Sumiço envolve comerciante, os pais idosos e uma postagem enigmática nas redes sociais; polícia afirma que não há registro de acidente no trajeto citado
Família desaparecida em Cachoeirinha mobiliza a Polícia Civil após um detalhe que intriga investigadores: a filha publicou que sofreu um acidente na volta de Gramado, mas não existe qualquer ocorrência no trecho. Horas depois, os pais saíram para encontrá-la — e ninguém mais foi visto desde então.
O que se sabe até agora sobre o desaparecimento
Silvana Germann de Aguiar, 48 anos, foi vista pela última vez entre os dias 24 e 25 de janeiro. Ela mora em Cachoeirinha, na Região Metropolitana, e é mãe de um menino de nove anos.
Segundo a investigação, ela fez três publicações nas redes sociais relatando um suposto acidente de trânsito e informando que ficaria sem sinal por algumas horas.
O problema: não há registro de acidente no local citado.
Preocupados, os pais dela, Isail Vieira de Aguiar, 69, e Dalmira Germann de Aguiar, 70, teriam saído de casa para procurá-la. Desde então, também desapareceram.
- Três pessoas desaparecidas da mesma família;
- Contatos interrompidos em momentos diferentes;
- Mercado da família fechado desde o dia 25;
- Celulares sem receber mensagens;
- Sem registros oficiais do acidente mencionado.
Por que o caso chama atenção da polícia
De acordo com o delegado Anderson Spier, da 1ª Delegacia de Polícia Regional Metropolitana, o comportamento foge totalmente ao padrão da família.
Eles costumavam avisar parentes e funcionários sempre que se ausentavam. O fechamento repentino do mercado, que funciona junto à casa, reforçou o alerta.
Além disso, a sequência de eventos levanta dúvidas:
- Primeiro, a postagem sobre o acidente;
- Depois, a perda de sinal e ausência de respostas;
- Na sequência, os pais saem sem informar destino;
- Todos deixam de manter contato simultaneamente.
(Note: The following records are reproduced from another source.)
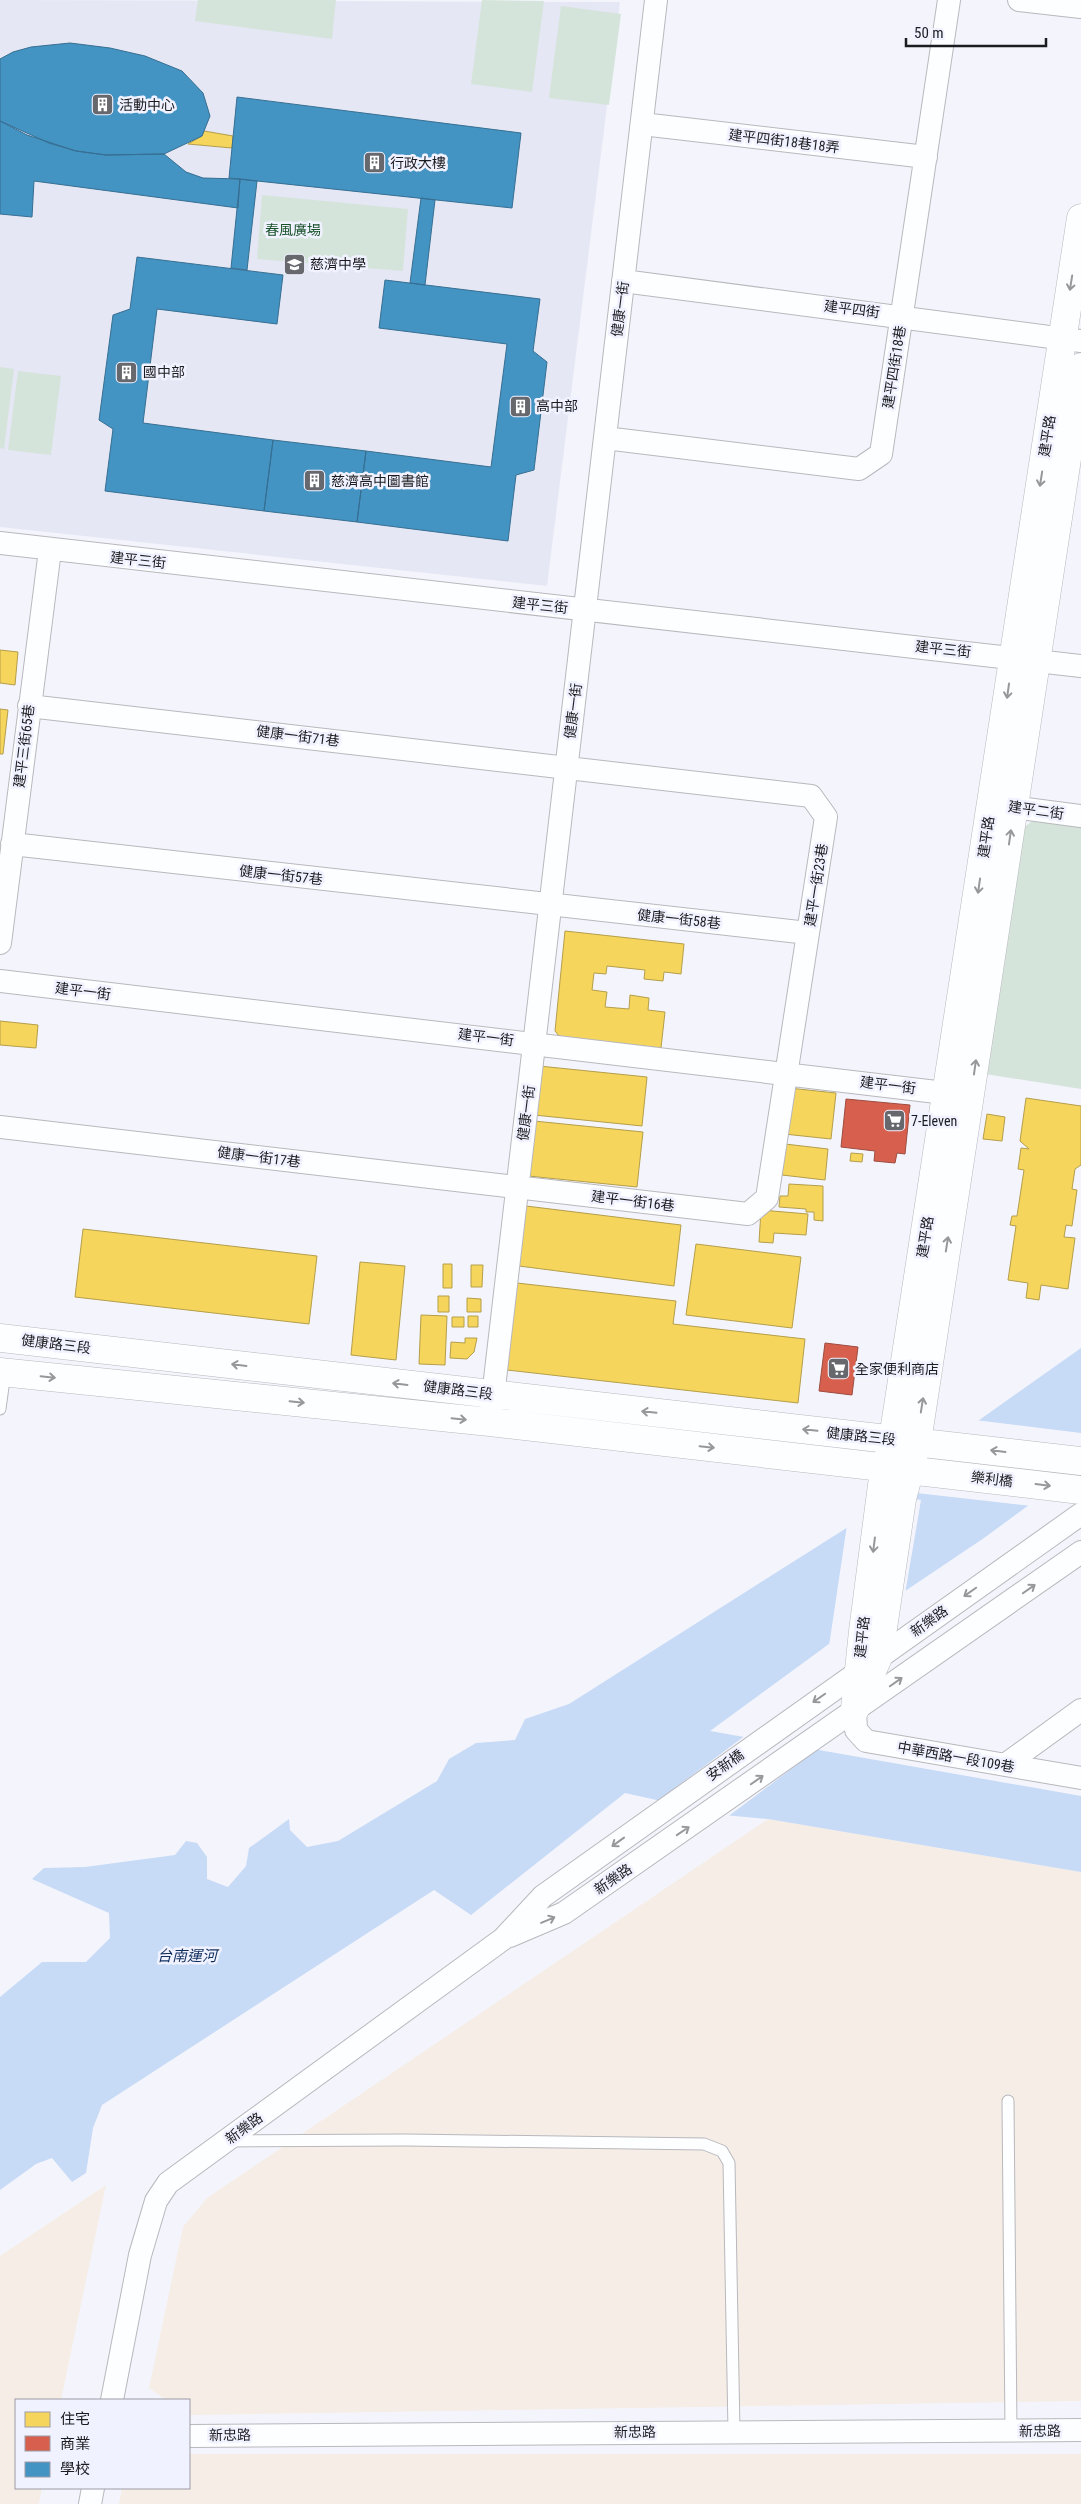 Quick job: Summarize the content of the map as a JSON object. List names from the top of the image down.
{
  "streets": {
    "street": [
      "建平四街18巷18弄",
      "健康一街",
      "建平四街",
      "建平四街18巷",
      "建平路",
      "建平三街",
      "健康一街71巷",
      "建平三街65巷",
      "建平二街",
      "健康一街57巷",
      "建平一街23巷",
      "健康一街58巷",
      "建平一街",
      "健康一街17巷",
      "建平一街16巷",
      "健康路三段",
      "樂利橋",
      "新樂路",
      "中華西路一段109巷",
      "安新橋",
      "新忠路"
    ]
  },
  "crossings": [
    ["建平四街18巷18弄", "健康一街"],
    ["建平四街18巷18弄", "建平四街18巷"],
    ["健康一街", "建平四街"],
    ["健康一街", "建平四街18巷"],
    ["健康一街", "建平三街"],
    ["健康一街", "健康一街71巷"],
    ["健康一街", "健康一街57巷"],
    ["健康一街", "建平一街23巷"],
    ["健康一街", "健康一街58巷"],
    ["健康一街", "建平一街"],
    ["健康一街", "健康一街17巷"],
    ["健康一街", "建平一街16巷"],
    ["健康一街", "健康路三段"],
    ["建平四街", "建平四街18巷"],
    ["建平四街", "建平路"],
    ["建平路", "建平三街"],
    ["建平路", "建平二街"],
    ["建平路", "建平一街"],
    ["建平路", "健康路三段"],
    ["建平路", "樂利橋"],
    ["建平路", "新樂路"],
    ["建平路", "中華西路一段109巷"],
    ["建平三街", "建平三街65巷"],
    ["健康一街71巷", "建平三街65巷"],
    ["健康一街71巷", "建平一街23巷"],
    ["建平三街65巷", "健康一街57巷"],
    ["健康一街57巷", "健康一街58巷"],
    ["建平一街23巷", "健康一街58巷"],
    ["建平一街23巷", "建平一街"],
    ["建平一街23巷", "建平一街16巷"],
    ["健康一街17巷", "建平一街16巷"],
    ["健康路三段", "樂利橋"],
    ["樂利橋", "新樂路"],
    ["新樂路", "中華西路一段109巷"],
    ["新樂路", "安新橋"]
  ],
  "water": ["台南運河"],
  "parks": ["春風廣場"],
  "places": {
    "building": [
      "活動中心",
      "行政大樓",
      "國中部",
      "高中部",
      "慈濟高中圖書館"
    ],
    "school or university": ["慈濟中學"],
    "supermarket": ["7-Eleven", "全家便利商店"]
  },
  "legend": ["住宅", "商業", "學校"],
  "scale_bar": "50 m"
} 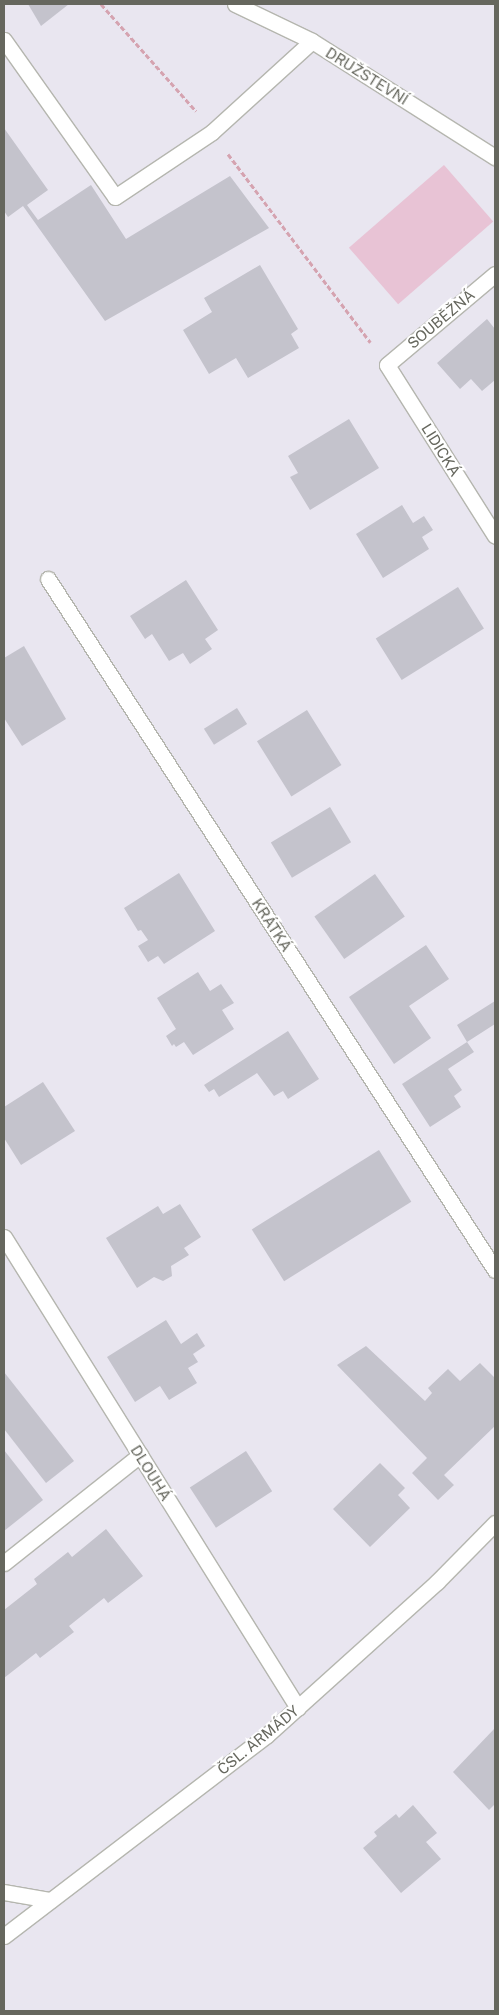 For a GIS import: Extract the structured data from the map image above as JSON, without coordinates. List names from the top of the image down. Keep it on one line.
{"streets":{"street":["DRUŽSTEVNÍ","SOUBĚŽNÁ","LIDICKÁ","KRÁTKÁ","DLOUHÁ","ČSL. ARMÁDY"]},"crossings":[["SOUBĚŽNÁ","LIDICKÁ"],["DLOUHÁ","ČSL. ARMÁDY"]]}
Publicação cita acidente que não aconteceu
Nas redes sociais, Silvana escreveu: “tivemos um acidente essa noite”. Em seguida, afirmou que ficaria sem sinal por algumas horas. No dia seguinte, agradeceu orações e disse estar em recuperação.
Após essas mensagens, não houve novas postagens.
Para a polícia, a inexistência de registro em hospitais, concessionárias ou órgãos de trânsito no trecho Gramado–Região Metropolitana é um dos pontos centrais da investigação.
O que está acontecendo e por quê
Investigadores trabalham com diferentes hipóteses, desde problemas de comunicação até ocorrência criminosa. Câmeras de monitoramento públicas e privadas estão sendo solicitadas para rastrear deslocamentos.
Testemunhas próximas à família também devem ser ouvidas para reconstituir os últimos contatos e horários.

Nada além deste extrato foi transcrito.